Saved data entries
-------------------------

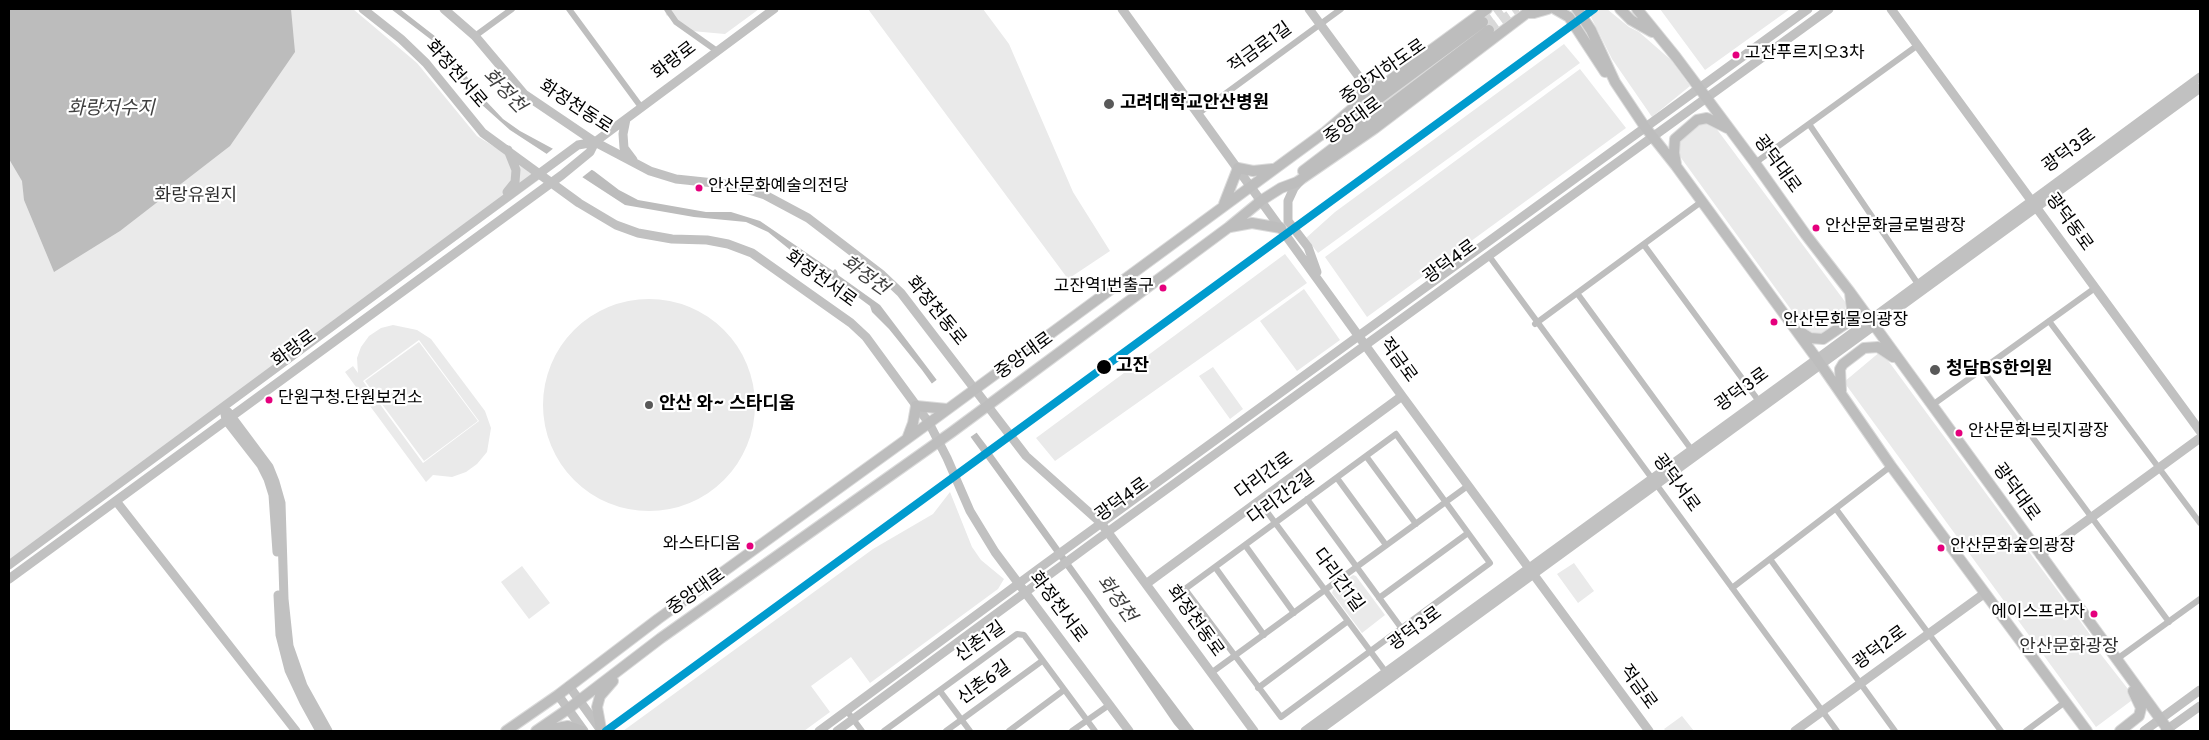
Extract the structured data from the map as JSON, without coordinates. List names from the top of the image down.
{
  "streets": {
    "main road": ["중앙지하도로", "중앙대로", "광덕대로"],
    "street": [
      "적금로1길",
      "화랑로",
      "화정천서로",
      "화정천동로",
      "광덕3로",
      "광덕동로",
      "광덕4로",
      "적금로",
      "다리간로",
      "광덕서로",
      "다리간2길",
      "다리간1길",
      "신촌1길",
      "광덕2로",
      "신촌6길"
    ]
  },
  "crossings": [
    ["적금로1길", "적금로"],
    ["화랑로", "화정천서로"],
    ["화랑로", "화정천동로"],
    ["중앙지하도로", "중앙대로"],
    ["화정천서로", "중앙대로"],
    ["화정천서로", "광덕4로"],
    ["화정천동로", "중앙대로"],
    ["화정천동로", "광덕4로"],
    ["화정천동로", "다리간로"],
    ["중앙대로", "적금로"],
    ["광덕3로", "광덕대로"],
    ["광덕3로", "광덕동로"],
    ["광덕3로", "적금로"],
    ["광덕3로", "광덕서로"],
    ["광덕3로", "다리간1길"],
    ["광덕대로", "광덕4로"],
    ["광덕4로", "적금로"],
    ["광덕4로", "광덕서로"],
    ["적금로", "다리간로"],
    ["다리간로", "다리간1길"],
    ["광덕서로", "광덕2로"],
    ["다리간2길", "다리간1길"],
    ["신촌1길", "신촌6길"]
  ],
  "water": ["화정천", "화랑저수지"],
  "parks": ["화랑유원지", "안산문화광장"],
  "places": [
    "고잔푸르지오3차",
    "고려대학교안산병원",
    "안산문화예술의전당",
    "안산문화글로벌광장",
    "고잔역1번출구",
    "안산문화물의광장",
    "고잔",
    "청담BS한의원",
    "단원구청.단원보건소",
    "안산 와~ 스타디움",
    "안산문화브릿지광장",
    "와스타디움",
    "안산문화숲의광장",
    "에이스프라자"
  ]
}
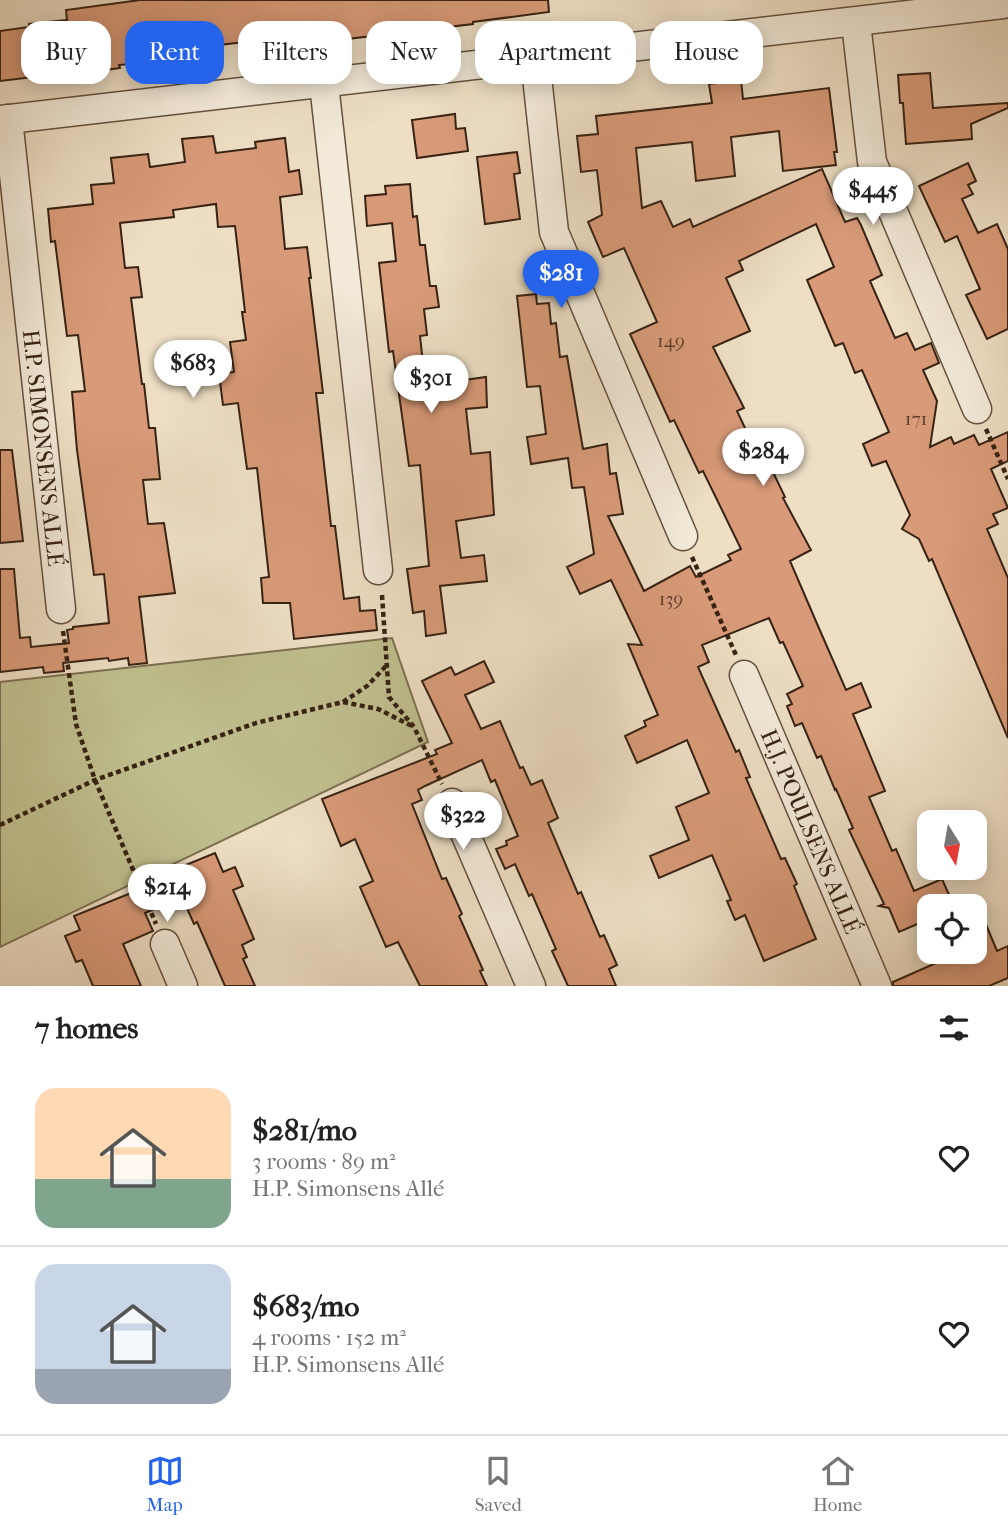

-------------------------

REQUIRED ACTION: Please output the records above exactly, without the pictures.

RESULT BELOW:
Extract the structured data from the map as JSON, without coordinates. List names from the top of the image down.
{
  "streets": {
    "main road": ["중앙지하도로", "중앙대로", "광덕대로"],
    "street": [
      "적금로1길",
      "화랑로",
      "화정천서로",
      "화정천동로",
      "광덕3로",
      "광덕동로",
      "광덕4로",
      "적금로",
      "다리간로",
      "광덕서로",
      "다리간2길",
      "다리간1길",
      "신촌1길",
      "광덕2로",
      "신촌6길"
    ]
  },
  "crossings": [
    ["적금로1길", "적금로"],
    ["화랑로", "화정천서로"],
    ["화랑로", "화정천동로"],
    ["중앙지하도로", "중앙대로"],
    ["화정천서로", "중앙대로"],
    ["화정천서로", "광덕4로"],
    ["화정천동로", "중앙대로"],
    ["화정천동로", "광덕4로"],
    ["화정천동로", "다리간로"],
    ["중앙대로", "적금로"],
    ["광덕3로", "광덕대로"],
    ["광덕3로", "광덕동로"],
    ["광덕3로", "적금로"],
    ["광덕3로", "광덕서로"],
    ["광덕3로", "다리간1길"],
    ["광덕대로", "광덕4로"],
    ["광덕4로", "적금로"],
    ["광덕4로", "광덕서로"],
    ["적금로", "다리간로"],
    ["다리간로", "다리간1길"],
    ["광덕서로", "광덕2로"],
    ["다리간2길", "다리간1길"],
    ["신촌1길", "신촌6길"]
  ],
  "water": ["화정천", "화랑저수지"],
  "parks": ["화랑유원지", "안산문화광장"],
  "places": [
    "고잔푸르지오3차",
    "고려대학교안산병원",
    "안산문화예술의전당",
    "안산문화글로벌광장",
    "고잔역1번출구",
    "안산문화물의광장",
    "고잔",
    "청담BS한의원",
    "단원구청.단원보건소",
    "안산 와~ 스타디움",
    "안산문화브릿지광장",
    "와스타디움",
    "안산문화숲의광장",
    "에이스프라자"
  ]
}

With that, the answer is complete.